:: Provided information ::
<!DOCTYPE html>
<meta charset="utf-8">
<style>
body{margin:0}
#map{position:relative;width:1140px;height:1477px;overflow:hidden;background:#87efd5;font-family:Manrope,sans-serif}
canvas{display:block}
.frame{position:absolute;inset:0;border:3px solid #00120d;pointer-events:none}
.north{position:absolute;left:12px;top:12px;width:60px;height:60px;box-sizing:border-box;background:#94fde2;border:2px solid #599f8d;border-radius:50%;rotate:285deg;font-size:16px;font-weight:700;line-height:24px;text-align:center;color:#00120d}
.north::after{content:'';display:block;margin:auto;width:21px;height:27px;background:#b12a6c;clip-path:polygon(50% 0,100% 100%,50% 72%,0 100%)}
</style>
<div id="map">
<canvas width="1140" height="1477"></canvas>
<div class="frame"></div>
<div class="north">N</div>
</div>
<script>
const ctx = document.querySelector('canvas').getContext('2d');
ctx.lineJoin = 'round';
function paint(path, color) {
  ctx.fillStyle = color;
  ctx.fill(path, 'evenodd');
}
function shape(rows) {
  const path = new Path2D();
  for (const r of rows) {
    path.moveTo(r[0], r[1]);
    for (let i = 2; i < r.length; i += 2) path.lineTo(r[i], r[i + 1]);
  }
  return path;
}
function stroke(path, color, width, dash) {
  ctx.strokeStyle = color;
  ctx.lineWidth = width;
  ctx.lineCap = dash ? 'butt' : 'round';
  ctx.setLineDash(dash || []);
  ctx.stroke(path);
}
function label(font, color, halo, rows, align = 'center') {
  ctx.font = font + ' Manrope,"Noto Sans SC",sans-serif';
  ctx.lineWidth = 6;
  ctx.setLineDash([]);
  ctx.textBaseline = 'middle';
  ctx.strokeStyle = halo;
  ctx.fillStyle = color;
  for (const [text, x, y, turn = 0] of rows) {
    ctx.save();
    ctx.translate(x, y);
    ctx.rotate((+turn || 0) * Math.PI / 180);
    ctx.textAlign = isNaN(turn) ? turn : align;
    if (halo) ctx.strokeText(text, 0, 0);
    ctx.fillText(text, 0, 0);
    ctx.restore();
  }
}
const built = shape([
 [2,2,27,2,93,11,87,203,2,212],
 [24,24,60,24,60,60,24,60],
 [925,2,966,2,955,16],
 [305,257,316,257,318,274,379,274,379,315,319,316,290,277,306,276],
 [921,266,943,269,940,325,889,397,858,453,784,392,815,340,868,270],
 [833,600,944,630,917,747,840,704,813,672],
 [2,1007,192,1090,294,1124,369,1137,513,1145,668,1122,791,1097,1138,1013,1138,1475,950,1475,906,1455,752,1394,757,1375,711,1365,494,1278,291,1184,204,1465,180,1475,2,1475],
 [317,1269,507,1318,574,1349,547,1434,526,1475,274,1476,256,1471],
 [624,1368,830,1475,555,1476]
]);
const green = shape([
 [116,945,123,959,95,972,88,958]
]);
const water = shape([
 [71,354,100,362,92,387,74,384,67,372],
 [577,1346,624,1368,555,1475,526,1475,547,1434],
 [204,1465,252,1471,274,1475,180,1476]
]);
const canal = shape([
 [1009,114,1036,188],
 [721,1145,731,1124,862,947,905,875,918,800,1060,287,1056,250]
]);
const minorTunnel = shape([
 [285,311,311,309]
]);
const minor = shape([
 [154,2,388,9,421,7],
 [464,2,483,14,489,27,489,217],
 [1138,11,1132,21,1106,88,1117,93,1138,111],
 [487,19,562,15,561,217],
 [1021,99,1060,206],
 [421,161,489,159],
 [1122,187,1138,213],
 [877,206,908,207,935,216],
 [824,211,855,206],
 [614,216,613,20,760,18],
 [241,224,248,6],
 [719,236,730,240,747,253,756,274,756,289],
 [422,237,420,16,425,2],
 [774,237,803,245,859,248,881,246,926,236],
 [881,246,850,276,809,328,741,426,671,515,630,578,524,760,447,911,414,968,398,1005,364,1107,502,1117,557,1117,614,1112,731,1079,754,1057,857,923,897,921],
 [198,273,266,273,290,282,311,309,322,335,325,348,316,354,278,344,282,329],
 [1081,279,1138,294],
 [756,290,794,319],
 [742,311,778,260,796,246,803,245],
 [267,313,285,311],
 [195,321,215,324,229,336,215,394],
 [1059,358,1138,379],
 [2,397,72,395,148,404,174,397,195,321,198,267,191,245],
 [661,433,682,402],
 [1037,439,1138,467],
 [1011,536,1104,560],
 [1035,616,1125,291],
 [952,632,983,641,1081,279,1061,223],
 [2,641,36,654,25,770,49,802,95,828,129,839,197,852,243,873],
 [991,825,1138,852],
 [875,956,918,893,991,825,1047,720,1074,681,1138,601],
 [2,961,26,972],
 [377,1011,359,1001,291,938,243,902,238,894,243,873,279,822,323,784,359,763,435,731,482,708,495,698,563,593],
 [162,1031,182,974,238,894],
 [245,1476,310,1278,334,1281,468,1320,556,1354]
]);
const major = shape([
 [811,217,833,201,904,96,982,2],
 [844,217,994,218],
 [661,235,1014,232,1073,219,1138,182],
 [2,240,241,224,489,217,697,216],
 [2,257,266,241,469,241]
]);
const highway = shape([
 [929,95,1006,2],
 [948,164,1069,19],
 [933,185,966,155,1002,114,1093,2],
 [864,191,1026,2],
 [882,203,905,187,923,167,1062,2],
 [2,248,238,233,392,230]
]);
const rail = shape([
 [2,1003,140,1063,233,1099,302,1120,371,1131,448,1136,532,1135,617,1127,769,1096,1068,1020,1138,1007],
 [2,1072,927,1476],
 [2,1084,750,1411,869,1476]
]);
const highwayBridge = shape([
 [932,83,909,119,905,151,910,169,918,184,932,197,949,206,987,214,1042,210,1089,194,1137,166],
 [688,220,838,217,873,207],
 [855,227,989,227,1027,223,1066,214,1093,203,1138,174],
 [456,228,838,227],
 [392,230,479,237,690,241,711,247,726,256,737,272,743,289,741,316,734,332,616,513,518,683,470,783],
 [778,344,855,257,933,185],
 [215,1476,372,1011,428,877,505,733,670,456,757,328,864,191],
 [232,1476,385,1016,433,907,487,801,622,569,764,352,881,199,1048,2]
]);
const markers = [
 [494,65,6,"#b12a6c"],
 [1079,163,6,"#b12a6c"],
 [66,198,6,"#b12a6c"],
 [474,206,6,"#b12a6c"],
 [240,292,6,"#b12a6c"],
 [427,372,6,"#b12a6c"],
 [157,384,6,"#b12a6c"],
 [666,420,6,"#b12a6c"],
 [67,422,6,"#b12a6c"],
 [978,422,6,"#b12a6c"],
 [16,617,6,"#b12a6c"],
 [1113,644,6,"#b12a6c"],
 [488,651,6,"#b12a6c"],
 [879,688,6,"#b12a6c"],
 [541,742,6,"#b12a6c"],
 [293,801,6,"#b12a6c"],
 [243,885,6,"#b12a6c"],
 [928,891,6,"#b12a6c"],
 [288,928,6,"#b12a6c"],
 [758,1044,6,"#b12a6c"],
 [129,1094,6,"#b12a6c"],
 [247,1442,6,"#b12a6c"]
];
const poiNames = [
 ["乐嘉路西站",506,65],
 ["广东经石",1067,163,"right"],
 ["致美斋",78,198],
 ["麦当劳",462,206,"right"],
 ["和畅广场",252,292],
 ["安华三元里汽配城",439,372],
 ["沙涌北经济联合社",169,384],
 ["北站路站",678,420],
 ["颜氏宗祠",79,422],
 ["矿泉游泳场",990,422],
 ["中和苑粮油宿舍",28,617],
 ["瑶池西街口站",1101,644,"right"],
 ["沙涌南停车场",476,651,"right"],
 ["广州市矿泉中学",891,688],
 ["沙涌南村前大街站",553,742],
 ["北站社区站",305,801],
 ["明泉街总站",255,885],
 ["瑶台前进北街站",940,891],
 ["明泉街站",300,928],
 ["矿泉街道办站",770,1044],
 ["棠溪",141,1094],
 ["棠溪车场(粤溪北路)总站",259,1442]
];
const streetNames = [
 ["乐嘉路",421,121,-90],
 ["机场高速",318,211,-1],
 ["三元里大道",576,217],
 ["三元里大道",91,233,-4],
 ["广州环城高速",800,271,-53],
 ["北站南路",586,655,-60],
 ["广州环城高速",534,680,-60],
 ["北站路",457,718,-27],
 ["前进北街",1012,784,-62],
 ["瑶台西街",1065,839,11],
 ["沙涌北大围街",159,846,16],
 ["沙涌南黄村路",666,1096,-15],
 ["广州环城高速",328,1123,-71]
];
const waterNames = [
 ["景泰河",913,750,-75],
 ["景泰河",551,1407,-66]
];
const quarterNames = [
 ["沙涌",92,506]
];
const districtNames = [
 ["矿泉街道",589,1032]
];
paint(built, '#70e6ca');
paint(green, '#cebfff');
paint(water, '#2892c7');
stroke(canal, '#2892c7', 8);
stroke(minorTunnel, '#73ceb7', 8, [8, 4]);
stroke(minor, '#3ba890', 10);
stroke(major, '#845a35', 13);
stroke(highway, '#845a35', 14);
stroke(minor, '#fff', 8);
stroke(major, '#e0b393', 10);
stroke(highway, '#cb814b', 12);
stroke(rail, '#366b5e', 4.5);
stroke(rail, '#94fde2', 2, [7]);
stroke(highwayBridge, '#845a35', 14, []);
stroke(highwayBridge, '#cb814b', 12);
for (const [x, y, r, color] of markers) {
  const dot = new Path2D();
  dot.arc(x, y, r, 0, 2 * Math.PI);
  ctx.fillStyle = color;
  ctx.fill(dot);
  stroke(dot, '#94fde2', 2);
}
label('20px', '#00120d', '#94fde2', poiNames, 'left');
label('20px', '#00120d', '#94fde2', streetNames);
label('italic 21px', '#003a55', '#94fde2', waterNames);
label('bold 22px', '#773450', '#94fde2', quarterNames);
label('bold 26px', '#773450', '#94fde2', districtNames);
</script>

==

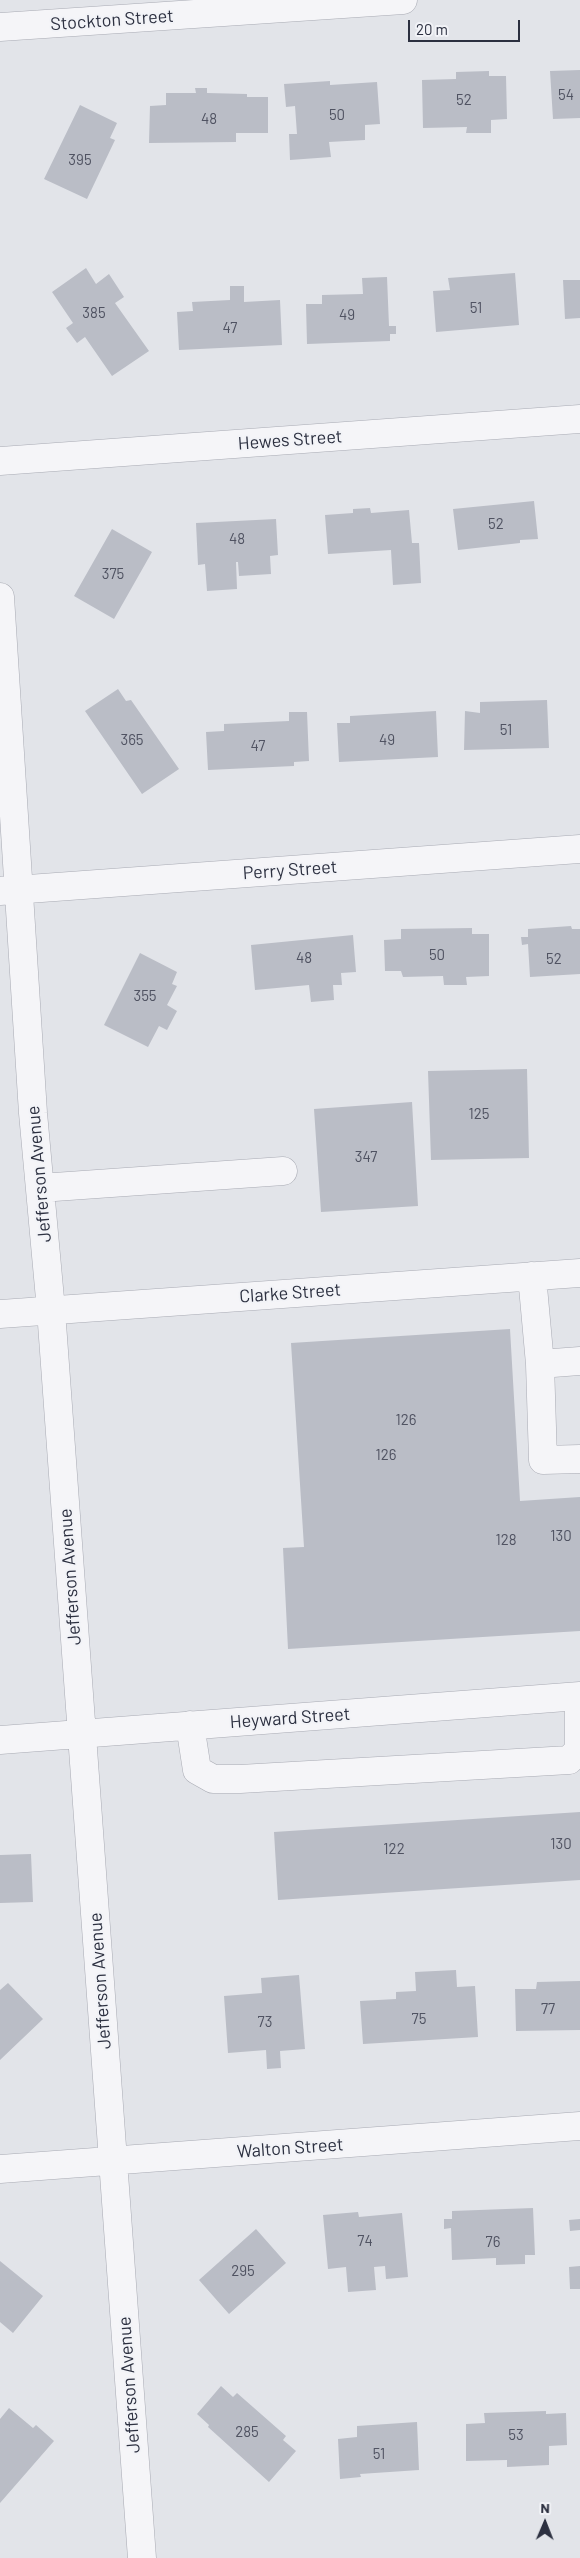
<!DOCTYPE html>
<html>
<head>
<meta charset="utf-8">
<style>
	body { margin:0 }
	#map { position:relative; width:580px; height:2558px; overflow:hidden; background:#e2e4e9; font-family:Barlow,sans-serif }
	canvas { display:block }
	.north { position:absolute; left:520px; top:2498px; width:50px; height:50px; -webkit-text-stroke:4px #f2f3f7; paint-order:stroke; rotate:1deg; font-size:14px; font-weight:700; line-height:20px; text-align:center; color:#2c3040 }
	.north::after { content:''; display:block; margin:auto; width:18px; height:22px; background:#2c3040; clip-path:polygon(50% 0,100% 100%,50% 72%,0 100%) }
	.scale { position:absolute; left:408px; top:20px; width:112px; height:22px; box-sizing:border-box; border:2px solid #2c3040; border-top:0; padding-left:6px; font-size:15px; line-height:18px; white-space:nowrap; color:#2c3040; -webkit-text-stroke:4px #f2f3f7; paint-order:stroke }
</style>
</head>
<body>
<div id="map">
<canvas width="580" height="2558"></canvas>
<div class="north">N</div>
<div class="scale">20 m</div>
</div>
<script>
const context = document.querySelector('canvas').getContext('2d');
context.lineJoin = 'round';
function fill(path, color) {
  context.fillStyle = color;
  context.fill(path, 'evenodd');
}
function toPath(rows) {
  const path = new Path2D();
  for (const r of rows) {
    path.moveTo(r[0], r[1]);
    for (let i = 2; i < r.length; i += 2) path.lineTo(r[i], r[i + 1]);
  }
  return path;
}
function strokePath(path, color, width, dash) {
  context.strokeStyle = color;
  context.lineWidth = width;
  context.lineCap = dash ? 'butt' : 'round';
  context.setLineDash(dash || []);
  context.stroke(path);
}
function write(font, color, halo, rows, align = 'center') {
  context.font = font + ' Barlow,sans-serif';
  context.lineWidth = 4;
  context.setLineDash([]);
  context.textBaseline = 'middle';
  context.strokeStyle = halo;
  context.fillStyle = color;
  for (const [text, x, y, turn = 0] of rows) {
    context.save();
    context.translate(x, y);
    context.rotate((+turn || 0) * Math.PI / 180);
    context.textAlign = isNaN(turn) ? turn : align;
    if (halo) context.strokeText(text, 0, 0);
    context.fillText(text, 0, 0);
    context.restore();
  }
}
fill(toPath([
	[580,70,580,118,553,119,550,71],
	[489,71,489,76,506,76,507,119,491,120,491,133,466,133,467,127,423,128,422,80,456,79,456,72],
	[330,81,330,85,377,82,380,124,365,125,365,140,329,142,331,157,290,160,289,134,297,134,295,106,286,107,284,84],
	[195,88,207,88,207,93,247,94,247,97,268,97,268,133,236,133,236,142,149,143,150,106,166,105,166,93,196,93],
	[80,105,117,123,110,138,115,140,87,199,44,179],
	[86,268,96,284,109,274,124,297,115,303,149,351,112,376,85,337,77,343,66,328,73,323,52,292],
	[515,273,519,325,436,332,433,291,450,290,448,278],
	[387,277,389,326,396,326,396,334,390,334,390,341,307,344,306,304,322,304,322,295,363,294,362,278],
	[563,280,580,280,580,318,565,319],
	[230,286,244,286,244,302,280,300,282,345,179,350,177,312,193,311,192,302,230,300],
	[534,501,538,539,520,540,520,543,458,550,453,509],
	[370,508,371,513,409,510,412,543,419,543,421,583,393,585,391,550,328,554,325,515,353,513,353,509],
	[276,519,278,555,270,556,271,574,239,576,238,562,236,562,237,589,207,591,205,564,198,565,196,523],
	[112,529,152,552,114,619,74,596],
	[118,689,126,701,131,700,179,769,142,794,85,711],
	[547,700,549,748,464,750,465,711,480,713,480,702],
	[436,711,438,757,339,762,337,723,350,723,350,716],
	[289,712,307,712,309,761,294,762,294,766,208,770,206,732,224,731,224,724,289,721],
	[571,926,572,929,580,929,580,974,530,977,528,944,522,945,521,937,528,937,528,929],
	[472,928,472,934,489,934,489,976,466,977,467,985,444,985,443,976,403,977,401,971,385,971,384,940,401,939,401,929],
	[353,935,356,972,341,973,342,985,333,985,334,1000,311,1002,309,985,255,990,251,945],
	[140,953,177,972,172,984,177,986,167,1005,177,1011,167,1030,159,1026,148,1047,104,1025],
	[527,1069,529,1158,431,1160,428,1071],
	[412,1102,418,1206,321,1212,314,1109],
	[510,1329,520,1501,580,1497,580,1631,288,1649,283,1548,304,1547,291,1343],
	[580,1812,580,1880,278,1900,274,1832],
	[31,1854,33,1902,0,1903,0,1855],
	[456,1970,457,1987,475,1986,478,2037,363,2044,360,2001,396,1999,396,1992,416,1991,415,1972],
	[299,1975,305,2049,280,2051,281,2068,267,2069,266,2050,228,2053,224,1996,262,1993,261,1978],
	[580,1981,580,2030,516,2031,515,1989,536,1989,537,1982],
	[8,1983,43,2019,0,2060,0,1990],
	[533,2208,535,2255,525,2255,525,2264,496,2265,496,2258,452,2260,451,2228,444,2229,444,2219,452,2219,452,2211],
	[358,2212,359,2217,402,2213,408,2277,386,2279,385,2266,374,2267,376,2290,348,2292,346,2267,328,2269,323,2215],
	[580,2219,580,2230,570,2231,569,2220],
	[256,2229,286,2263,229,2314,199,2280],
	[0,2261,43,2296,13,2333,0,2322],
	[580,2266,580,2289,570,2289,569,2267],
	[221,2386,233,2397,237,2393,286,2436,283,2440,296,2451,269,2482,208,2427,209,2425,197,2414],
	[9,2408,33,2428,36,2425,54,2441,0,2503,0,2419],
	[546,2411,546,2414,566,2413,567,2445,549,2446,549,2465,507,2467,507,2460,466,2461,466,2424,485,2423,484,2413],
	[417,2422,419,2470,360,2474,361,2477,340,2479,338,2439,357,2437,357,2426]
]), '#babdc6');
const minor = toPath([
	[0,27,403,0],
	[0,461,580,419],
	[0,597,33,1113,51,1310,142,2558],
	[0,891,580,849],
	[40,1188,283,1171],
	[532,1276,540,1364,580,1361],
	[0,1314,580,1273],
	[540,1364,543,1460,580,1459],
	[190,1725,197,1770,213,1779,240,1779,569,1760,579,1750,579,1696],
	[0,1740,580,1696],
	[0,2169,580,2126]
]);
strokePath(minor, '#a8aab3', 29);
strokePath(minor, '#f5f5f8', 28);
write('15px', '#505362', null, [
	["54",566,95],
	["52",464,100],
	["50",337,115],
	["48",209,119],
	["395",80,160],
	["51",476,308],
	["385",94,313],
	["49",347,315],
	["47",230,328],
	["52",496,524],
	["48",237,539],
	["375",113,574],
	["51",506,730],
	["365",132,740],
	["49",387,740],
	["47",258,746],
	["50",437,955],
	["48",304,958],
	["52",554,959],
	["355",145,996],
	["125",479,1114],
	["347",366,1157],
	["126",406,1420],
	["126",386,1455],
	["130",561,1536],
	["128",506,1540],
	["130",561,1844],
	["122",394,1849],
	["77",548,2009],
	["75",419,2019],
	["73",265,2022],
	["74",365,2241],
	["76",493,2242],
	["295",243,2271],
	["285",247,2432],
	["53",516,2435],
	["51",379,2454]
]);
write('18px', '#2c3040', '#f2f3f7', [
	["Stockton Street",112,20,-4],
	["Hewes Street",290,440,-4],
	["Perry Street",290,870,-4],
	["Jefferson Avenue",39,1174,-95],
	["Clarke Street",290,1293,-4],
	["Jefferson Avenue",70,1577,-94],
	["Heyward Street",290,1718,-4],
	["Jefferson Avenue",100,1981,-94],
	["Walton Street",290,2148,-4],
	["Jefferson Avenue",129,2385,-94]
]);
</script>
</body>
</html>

:: Activity ::
Say how many lines in the records hold "lineCap", with the number as the whole reply.

:: Expected answer ::
2